» **TASK GOAL**
State the number of lines in the following data that include the word "solid", with no other text.

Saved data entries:

%%

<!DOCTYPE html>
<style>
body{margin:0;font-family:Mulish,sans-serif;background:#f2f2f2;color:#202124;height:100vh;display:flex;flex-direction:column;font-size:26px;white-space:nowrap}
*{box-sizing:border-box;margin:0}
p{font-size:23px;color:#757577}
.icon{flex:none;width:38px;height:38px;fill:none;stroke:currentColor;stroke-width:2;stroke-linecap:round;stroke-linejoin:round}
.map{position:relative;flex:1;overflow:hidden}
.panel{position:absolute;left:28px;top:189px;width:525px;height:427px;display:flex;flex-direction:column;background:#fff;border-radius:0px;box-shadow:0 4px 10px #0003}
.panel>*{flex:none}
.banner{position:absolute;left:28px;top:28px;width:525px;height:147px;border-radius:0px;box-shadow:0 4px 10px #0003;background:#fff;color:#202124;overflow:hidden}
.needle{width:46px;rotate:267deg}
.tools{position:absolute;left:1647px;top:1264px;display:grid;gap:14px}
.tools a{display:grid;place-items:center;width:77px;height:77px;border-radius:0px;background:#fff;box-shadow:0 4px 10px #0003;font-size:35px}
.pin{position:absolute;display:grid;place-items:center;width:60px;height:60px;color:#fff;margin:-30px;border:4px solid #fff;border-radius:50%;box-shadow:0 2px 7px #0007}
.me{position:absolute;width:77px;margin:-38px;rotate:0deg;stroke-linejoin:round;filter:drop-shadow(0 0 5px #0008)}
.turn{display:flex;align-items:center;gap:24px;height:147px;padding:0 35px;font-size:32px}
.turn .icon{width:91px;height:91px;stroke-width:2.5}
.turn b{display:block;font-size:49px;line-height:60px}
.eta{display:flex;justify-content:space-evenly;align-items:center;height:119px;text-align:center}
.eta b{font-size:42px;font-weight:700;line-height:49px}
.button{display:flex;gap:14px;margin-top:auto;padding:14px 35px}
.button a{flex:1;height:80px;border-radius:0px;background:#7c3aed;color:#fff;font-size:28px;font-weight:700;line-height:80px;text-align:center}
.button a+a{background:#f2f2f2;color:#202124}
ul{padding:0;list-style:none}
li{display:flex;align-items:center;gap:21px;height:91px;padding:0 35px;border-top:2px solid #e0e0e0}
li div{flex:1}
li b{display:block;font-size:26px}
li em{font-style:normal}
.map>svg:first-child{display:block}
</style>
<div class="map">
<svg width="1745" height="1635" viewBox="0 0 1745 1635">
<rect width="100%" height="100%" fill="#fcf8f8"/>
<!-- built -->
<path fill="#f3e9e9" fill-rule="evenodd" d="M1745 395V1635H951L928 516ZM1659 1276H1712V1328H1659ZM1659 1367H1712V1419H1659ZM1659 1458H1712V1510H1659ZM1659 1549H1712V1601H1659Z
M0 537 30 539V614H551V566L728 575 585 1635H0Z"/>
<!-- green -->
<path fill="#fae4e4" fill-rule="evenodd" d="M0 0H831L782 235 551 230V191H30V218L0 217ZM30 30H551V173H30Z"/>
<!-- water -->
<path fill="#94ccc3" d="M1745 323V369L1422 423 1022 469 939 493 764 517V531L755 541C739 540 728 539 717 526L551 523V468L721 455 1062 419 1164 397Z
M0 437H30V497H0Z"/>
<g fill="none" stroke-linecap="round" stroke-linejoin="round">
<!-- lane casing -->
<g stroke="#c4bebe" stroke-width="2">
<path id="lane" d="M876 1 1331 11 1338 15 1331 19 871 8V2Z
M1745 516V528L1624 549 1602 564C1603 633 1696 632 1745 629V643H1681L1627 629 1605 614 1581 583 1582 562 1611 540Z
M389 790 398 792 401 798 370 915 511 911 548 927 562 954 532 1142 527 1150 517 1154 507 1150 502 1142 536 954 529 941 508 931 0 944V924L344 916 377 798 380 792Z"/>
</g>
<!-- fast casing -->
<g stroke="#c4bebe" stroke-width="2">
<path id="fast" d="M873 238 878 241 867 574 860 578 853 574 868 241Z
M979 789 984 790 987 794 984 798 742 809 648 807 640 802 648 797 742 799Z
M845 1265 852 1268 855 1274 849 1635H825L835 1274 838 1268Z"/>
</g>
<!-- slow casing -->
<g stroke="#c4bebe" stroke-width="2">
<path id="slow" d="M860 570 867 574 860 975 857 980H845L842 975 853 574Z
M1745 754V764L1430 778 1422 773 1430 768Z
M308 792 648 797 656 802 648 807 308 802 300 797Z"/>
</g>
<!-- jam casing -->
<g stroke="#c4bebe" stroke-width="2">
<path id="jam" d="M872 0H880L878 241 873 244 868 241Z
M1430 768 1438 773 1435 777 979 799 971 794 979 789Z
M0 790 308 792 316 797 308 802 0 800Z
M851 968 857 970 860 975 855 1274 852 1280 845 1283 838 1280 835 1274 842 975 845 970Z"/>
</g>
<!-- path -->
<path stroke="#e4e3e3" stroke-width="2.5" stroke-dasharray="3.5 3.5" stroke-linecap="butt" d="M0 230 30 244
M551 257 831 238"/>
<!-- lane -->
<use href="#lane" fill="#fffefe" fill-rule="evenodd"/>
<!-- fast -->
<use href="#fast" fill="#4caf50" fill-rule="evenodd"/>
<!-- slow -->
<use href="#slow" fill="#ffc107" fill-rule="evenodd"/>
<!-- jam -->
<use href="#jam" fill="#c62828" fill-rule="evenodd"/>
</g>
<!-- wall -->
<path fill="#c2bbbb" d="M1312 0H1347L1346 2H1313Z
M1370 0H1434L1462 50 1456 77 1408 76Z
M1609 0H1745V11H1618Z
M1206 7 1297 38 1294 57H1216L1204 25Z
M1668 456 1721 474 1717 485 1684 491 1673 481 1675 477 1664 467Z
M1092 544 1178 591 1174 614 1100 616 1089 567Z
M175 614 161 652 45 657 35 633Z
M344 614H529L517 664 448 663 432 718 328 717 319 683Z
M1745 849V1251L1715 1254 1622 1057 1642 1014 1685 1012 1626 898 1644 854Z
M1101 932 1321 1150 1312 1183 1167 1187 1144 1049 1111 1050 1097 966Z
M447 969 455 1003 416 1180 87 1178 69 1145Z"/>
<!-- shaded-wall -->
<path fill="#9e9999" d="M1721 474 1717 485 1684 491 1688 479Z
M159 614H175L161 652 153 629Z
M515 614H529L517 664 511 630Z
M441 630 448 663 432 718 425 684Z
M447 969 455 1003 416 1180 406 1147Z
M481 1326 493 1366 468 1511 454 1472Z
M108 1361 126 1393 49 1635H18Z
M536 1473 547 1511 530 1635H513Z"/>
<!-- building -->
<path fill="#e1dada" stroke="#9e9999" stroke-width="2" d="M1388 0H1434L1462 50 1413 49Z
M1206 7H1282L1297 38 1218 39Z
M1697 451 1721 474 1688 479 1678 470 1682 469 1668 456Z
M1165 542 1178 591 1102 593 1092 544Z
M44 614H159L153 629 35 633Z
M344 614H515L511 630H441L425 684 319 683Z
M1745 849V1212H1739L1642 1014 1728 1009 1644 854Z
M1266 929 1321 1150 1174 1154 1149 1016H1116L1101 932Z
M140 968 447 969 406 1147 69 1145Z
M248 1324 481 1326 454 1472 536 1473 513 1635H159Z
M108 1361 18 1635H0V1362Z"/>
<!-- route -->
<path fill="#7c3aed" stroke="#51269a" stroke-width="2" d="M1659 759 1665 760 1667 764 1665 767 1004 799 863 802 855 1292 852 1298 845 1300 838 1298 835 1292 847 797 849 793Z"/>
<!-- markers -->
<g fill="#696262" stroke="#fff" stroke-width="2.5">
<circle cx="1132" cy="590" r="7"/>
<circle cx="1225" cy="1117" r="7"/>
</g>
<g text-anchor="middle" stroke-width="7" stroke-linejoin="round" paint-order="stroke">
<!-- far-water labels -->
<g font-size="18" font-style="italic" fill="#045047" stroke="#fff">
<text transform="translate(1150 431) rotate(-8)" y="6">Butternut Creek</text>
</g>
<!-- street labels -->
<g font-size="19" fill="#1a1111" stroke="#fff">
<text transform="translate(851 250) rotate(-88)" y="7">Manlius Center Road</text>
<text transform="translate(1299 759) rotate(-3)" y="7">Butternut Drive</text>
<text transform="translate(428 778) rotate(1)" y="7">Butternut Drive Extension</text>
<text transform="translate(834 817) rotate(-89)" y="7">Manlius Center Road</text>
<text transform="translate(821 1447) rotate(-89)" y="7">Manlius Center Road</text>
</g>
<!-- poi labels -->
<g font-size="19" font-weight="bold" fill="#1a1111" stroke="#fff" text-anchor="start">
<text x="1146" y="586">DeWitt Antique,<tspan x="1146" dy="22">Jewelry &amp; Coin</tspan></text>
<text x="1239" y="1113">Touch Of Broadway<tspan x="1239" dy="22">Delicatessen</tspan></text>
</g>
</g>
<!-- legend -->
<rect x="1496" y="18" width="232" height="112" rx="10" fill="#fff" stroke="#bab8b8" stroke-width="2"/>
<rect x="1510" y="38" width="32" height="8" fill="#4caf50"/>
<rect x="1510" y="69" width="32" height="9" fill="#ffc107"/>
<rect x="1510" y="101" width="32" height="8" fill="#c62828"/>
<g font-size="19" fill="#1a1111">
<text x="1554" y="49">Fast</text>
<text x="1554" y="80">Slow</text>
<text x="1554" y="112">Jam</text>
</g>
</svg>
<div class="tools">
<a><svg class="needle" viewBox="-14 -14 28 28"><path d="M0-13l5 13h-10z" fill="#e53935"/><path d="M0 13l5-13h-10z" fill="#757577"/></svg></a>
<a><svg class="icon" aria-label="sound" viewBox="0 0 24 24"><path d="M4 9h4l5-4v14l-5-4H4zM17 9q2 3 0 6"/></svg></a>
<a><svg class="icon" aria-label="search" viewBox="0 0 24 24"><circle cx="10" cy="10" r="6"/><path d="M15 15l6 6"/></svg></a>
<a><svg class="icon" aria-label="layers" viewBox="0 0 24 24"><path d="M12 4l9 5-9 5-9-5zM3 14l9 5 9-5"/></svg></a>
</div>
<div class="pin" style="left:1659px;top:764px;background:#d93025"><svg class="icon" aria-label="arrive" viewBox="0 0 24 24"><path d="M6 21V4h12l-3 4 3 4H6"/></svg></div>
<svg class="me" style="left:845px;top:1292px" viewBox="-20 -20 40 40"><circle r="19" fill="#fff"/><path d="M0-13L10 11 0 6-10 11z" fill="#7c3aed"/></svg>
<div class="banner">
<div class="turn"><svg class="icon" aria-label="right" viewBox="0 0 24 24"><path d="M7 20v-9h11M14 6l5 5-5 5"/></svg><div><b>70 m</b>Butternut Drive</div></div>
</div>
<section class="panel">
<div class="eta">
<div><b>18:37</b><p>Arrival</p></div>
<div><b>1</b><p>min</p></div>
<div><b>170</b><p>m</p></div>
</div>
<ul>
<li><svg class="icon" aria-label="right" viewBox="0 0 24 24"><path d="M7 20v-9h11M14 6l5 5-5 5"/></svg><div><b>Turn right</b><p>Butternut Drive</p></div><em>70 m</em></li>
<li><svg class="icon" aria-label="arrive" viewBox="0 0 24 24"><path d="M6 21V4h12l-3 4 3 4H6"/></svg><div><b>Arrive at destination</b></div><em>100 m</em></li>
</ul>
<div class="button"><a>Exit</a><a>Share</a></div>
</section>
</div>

%%

» **WRITTEN REPLY**
2